From: "Tim Mullen" <>
Date: Tue, 12 Sep 2000 08:36:16 -0700
Several people wrote some good info...

Stuart MacMillan wrote:
> This has to do with product liability.  There is no telling what crap
> someone might blast off--lead in paint, and other heavy metal
> contaminants along with asbestos being possibilities.  

I suspect that this is the reason.  Even the masks with dust filters AND 
chemical filters seemed to have this warning.

> For "industrial blasting" you need a full hood with a NIOSH approved 
> respirator that uses pumped in fresh air to be safe, and the manufacturers 
> don't want to imply that there is any protection from these compounds by 
> using just a mask.

I really would like to have a fresh air system, but my wife thinks I already 
spend too much for tools...  Besides, I don't expect to have to do any sand 
blasting for a few more years.  Last time I did some was about 25 years ago
at my brothers - and we didn't have any masks...

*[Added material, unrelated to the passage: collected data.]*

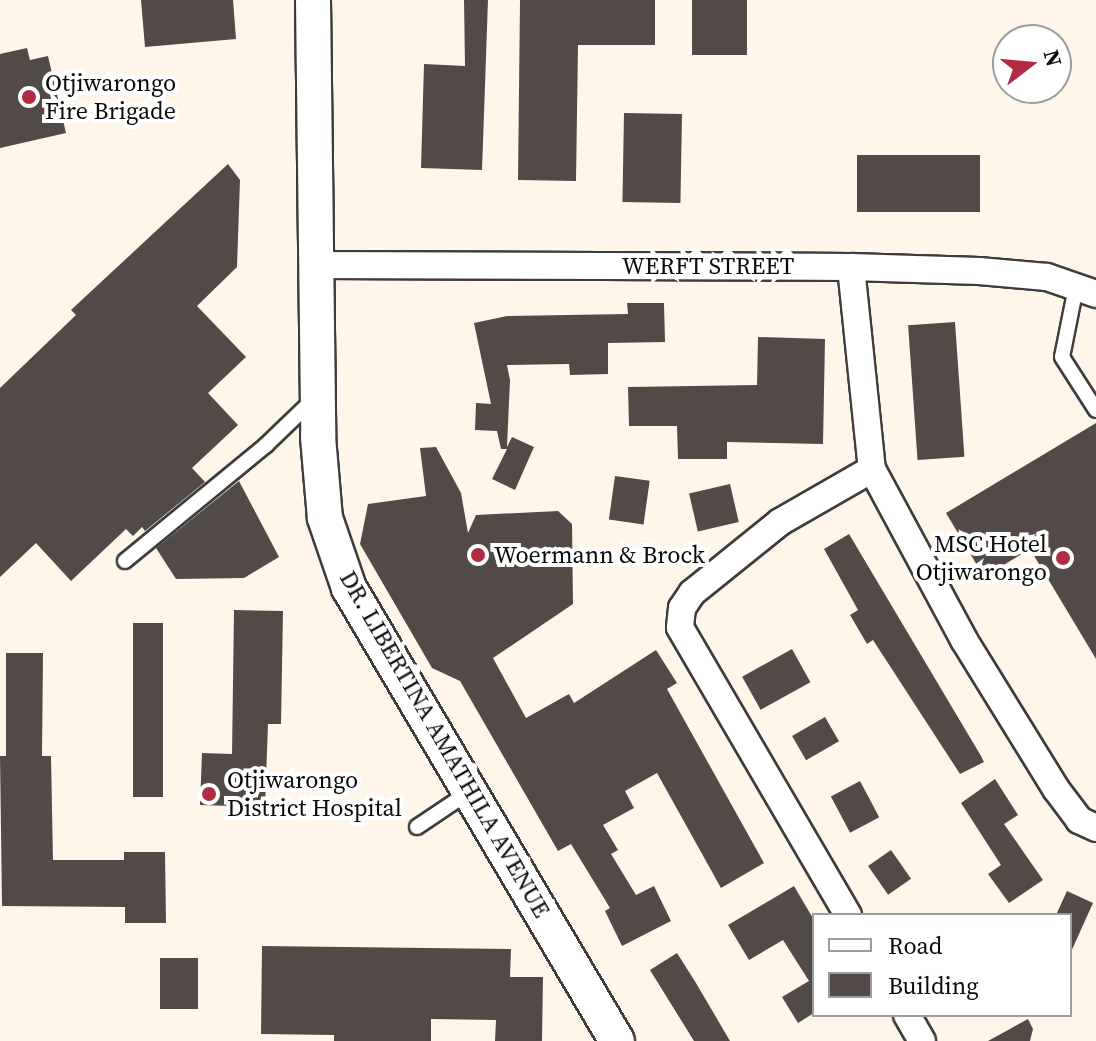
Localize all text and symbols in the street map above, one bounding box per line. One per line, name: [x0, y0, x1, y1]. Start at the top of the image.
north arrow: [992, 24, 1072, 104]
text: N: [1037, 46, 1070, 70]
place label: Otjiwarongo Fire Brigade: [45, 69, 176, 125]
marker: Otjiwarongo Fire Brigade: [20, 88, 38, 106]
street label: WERFT STREET: [621, 252, 795, 280]
place label: MSC Hotel Otjiwarongo: [916, 530, 1047, 586]
place label: Woermann & Brock: [494, 541, 705, 569]
marker: Woermann & Brock: [469, 546, 487, 564]
marker: MSC Hotel Otjiwarongo: [1054, 549, 1072, 567]
street label: DR. LIBERTINA AMATHILA AVENUE: [334, 566, 556, 922]
place label: Otjiwarongo District Hospital: [227, 766, 402, 822]
marker: Otjiwarongo District Hospital: [198, 783, 220, 805]
legend: [812, 913, 1072, 1017]
text: Road: [888, 929, 942, 962]
text: Building: [888, 969, 979, 1002]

> I think we will survive occasional open blasting with these masks, it
> takes a long period of exposure to get lead poisoning, but blast
> cabinets are safer if you do a lot of parts cleaning.  

I certainly hope I'll survive... 8-)   Some day (especially if I start 
another car) I'll get myself a blasting cabinet.  Once I talk my wife into 
and I get the welder, and...  8-)

> You should bury your blast off debris to keep pets from licking it off 
> their feet. There most likely is lead in the paint used on some of our 
> old parts.

Burying it is not a bad idea.  But I guarantee that there was/is no more paint 
left of the A-arms, if there ever was any.  Just a LOT of rust.  It's on my 
son's '85 El Camino, and when we bought it, I check the frame and body 
very carefully for rust.  There was hardly any.  However, the suspension 
parts, and engine brackets are heavily rusted.  I know the previous owner 
used to drive the 'El on heavily salted roads in the winter, and I guess the 
stuff just packed into the engine /suspension components.  We already 
had to replace the brake lines because or pin hole leaks from rust...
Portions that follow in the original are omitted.